A volte maledico questo dono, questo scherzo della natura che mi porto dietro. Se non pisciassi alcool forse avrei potuto avere una carriera più normale, forse mi avrebbero giudicato come attore e non come distilleria. Poi penso che non posso lamentarmi, che non devo, che devo avere rispetto dei sacrifici che ho fatto. Faccio un lavoro artisticamente terribile ma dignitoso. Sarei potuto finire nel porno, non nascondiamocelo. La pipì viene fuori dall’uccello anche a me. Con il lavoro sono arrivato a questo cinema infantile, machista, noioso, fascista e me lo sono tenuto stretto perché mi ha fatto tornare a casa con il frigorifero pieno di cibo da buttare. Però che fatica le relazioni, le feste a cui dover partecipare, le telefonate da sopportare. Questi film orribili, mostruosi, popolati da creature mostruose, che raccontano storie senza fantasia. E non potere mai dire basta, io sono diverso da voi e non perché piscio alcool, sono diverso perché vi odio. E ancora un’altra telefonata, un party, un invito da rifiutare, una colazione irrinunciabile, questi registi con la sciarpa. Le sciarpe andrebbero vietate a chiunque intenda intraprendere la carriera nel cinema. Ti presento questo ragazzo, ha delle idee rivoluzionarie. Lei è un’attrice nata, pensa, si chiama Stella. Insopportabile. E tutti che mi chiedono come è possibile che la mia urina sia alcolica. Il perché non si è mai capito. È successo e basta.

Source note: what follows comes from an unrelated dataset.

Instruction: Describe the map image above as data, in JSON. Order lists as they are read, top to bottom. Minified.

Mi sono spaventato quando è successo, me lo ricordo bene; avevo tredici anni, ero solo in casa, come quasi sempre del resto. La mia famiglia, lasciamo perdere… Ad ogni modo non li sento più da quando avevo diciott’anni. Non so neppure se sono vivi o morti.

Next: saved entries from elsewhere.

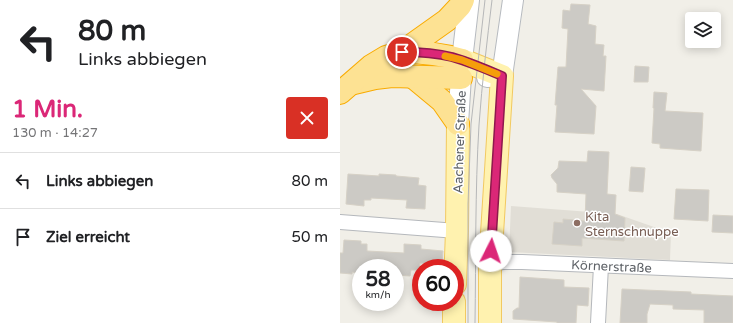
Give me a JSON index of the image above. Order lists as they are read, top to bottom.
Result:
{
  "streets": {
    "main road": ["Aachener Straße"],
    "street": ["Körnerstraße"]
  },
  "places": ["Kita Sternschnuppe"],
  "page": {
    "turn": ["80 m", "Links abbiegen"],
    "heading": ["1 Min.", "130 m · 14:27"],
    "list": [
      {
        "name": "Links abbiegen",
        "value": "80 m"
      },
      {
        "name": "Ziel erreicht",
        "value": "50 m"
      }
    ],
    "speed": "58 km/h",
    "limit": "60"
  }
}
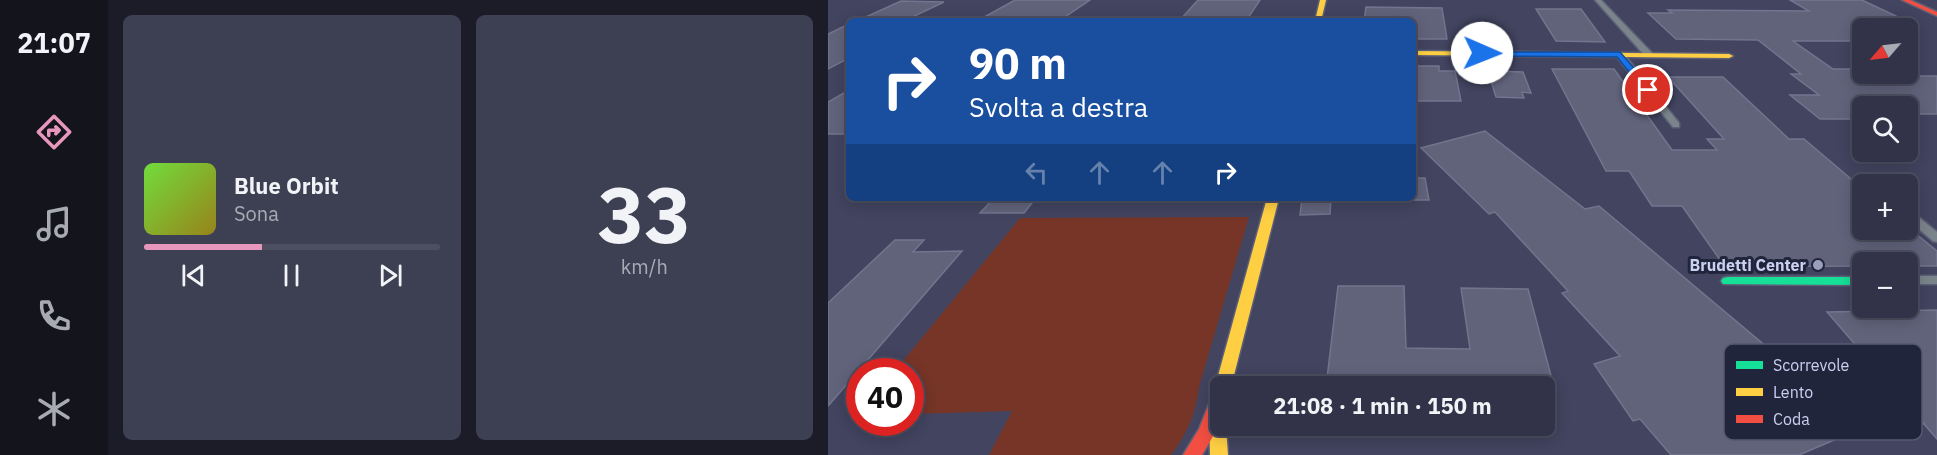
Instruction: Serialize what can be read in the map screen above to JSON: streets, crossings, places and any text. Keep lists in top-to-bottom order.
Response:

Ero terrorizzato. Così, feci l’unica cosa che mi sembrava ragionevole in assenza di altri sintomi. Aspettai. Sarebbe tornata normale. Non accadde, né è mai accaduto finora, neppure una volta. E ho quasi sessant’anni. È il momento giusto per ritirare Gigette dai set. Ho abbastanza soldi e poco tempo da vivere, con le cattive abitudini che ho assecondato non dovrei arrivare oltre i settanta, settantacinque anni, è già più di quanto avrei stimato da giovane. E se dovessi scoprire di essere ancora più coriaceo, potrei sempre peggiorare le cattive abitudini, niente di più facile e piacevole.
Oggi la troupe troverà piscia nei posti più impensabili, ne berrà inavvertitamente, ci si ritroverà con le mani a bagno, ci sono litri e litri di piscio ovunque. Pipì conservata con cura da settimane, congelata appena minta per trattenerne tutte le proprietà, trasportata con fatica e circospezione dopo lunghi appostamenti. I Vietcong sarebbero fieri di me.

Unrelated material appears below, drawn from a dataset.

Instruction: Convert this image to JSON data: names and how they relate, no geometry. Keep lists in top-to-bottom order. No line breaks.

Spero con tutto il cuore che basti per non lavorare mai più. Ho solo il dispiacere, me lo porterò nella tomba, di non poter vedere gli sviluppi dell’onda di piscio che sta per sommergerli. Non posso restare, il rischio è troppo alto, sono capaci di ammazzarmi, questa è gente abituata a usare un vocabolario molto ristretto e a ricorrere alle mani appena non gli viene in mente una parola. Spero che qualcuno dei comparti tecnici abbia la generosità di venire a trovarmi e raccontarmi cosa accadrà tra poche ore.
Cambiare vita non è più possibile. Mi è finalmente chiaro cosa fare, sparire, assecondare il destino, essere fantasma, non produrre più niente, scivolare fino a non avere più ombra.